EXCERPTED RECORDS Start Marker

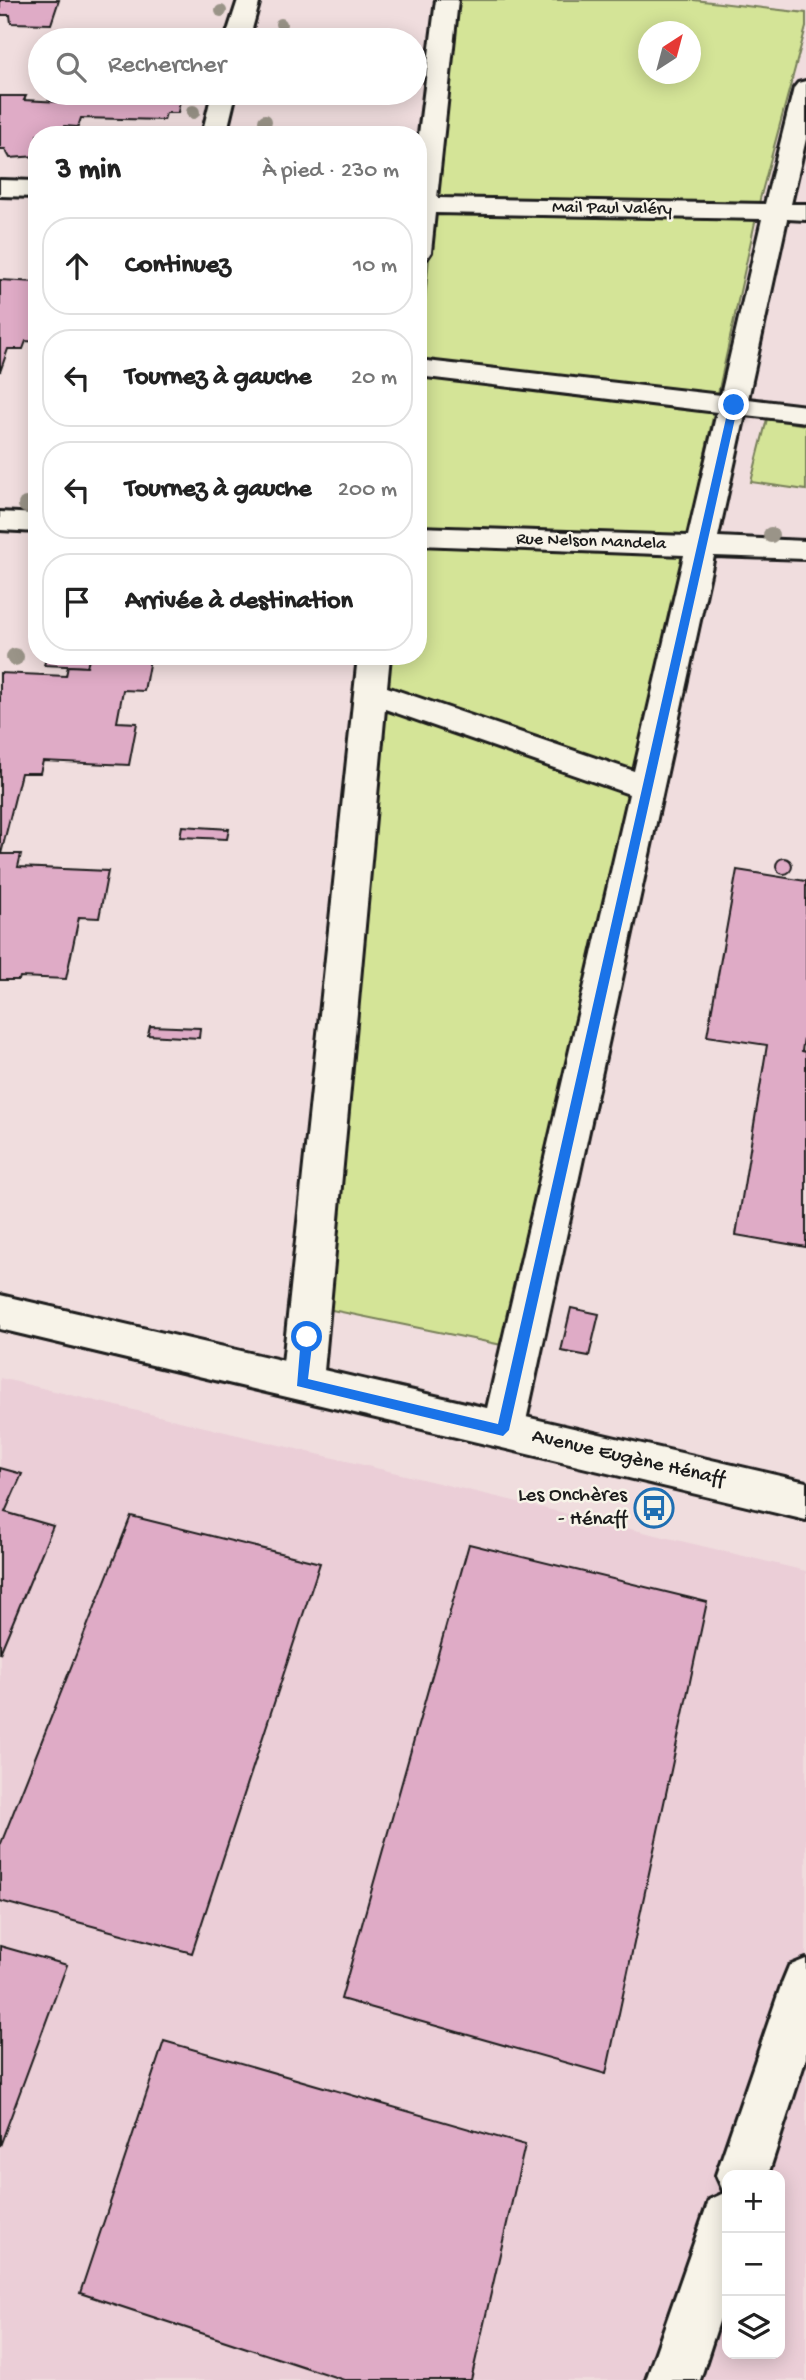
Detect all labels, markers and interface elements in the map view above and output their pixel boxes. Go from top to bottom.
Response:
north arrow [638,21,701,84]
search box [28,28,427,105]
icon: search [52,48,90,86]
text: Rechercher [108,51,226,82]
text: 3 min [56,154,121,189]
text: À pied · 230 m [262,158,399,185]
street label: Mail Paul Valéry [552,197,672,221]
icon: ahead [58,247,96,285]
text: Continuez [125,251,231,282]
text: 10 m [353,253,397,280]
icon: left [58,359,96,397]
text: Tournez à gauche [125,363,312,394]
text: 20 m [351,365,397,392]
route end [718,389,749,420]
icon: left [58,471,96,509]
text: Tournez à gauche [125,475,312,506]
text: 200 m [338,477,397,504]
street label: Rue Nelson Mandela [516,529,667,555]
icon: arrive [58,583,96,621]
text: Arrivée à destination [125,587,353,618]
route start [291,1321,322,1352]
street label: Avenue Eugène Hénaff [529,1425,728,1494]
place label: Les Onchères - Hénaff [518,1484,629,1533]
bus stop icon: Les Onchères - Hénaff [633,1487,675,1529]
map controls [722,2170,785,2359]
button: + [722,2170,785,2233]
button: − [722,2233,785,2296]
button: layers [722,2296,785,2359]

EXCERPTED RECORDS End Marker

HOW TO COMPLETE THIS TASK: Reproduce the material above in full, exactly, with no images.

ANSWER TO THIS EXERCISE:
Detect all labels, markers and interface elements in the map view above and output their pixel boxes. Go from top to bottom.
Response:
north arrow [638,21,701,84]
search box [28,28,427,105]
icon: search [52,48,90,86]
text: Rechercher [108,51,226,82]
text: 3 min [56,154,121,189]
text: À pied · 230 m [262,158,399,185]
street label: Mail Paul Valéry [552,197,672,221]
icon: ahead [58,247,96,285]
text: Continuez [125,251,231,282]
text: 10 m [353,253,397,280]
icon: left [58,359,96,397]
text: Tournez à gauche [125,363,312,394]
text: 20 m [351,365,397,392]
route end [718,389,749,420]
icon: left [58,471,96,509]
text: Tournez à gauche [125,475,312,506]
text: 200 m [338,477,397,504]
street label: Rue Nelson Mandela [516,529,667,555]
icon: arrive [58,583,96,621]
text: Arrivée à destination [125,587,353,618]
route start [291,1321,322,1352]
street label: Avenue Eugène Hénaff [529,1425,728,1494]
place label: Les Onchères - Hénaff [518,1484,629,1533]
bus stop icon: Les Onchères - Hénaff [633,1487,675,1529]
map controls [722,2170,785,2359]
button: + [722,2170,785,2233]
button: − [722,2233,785,2296]
button: layers [722,2296,785,2359]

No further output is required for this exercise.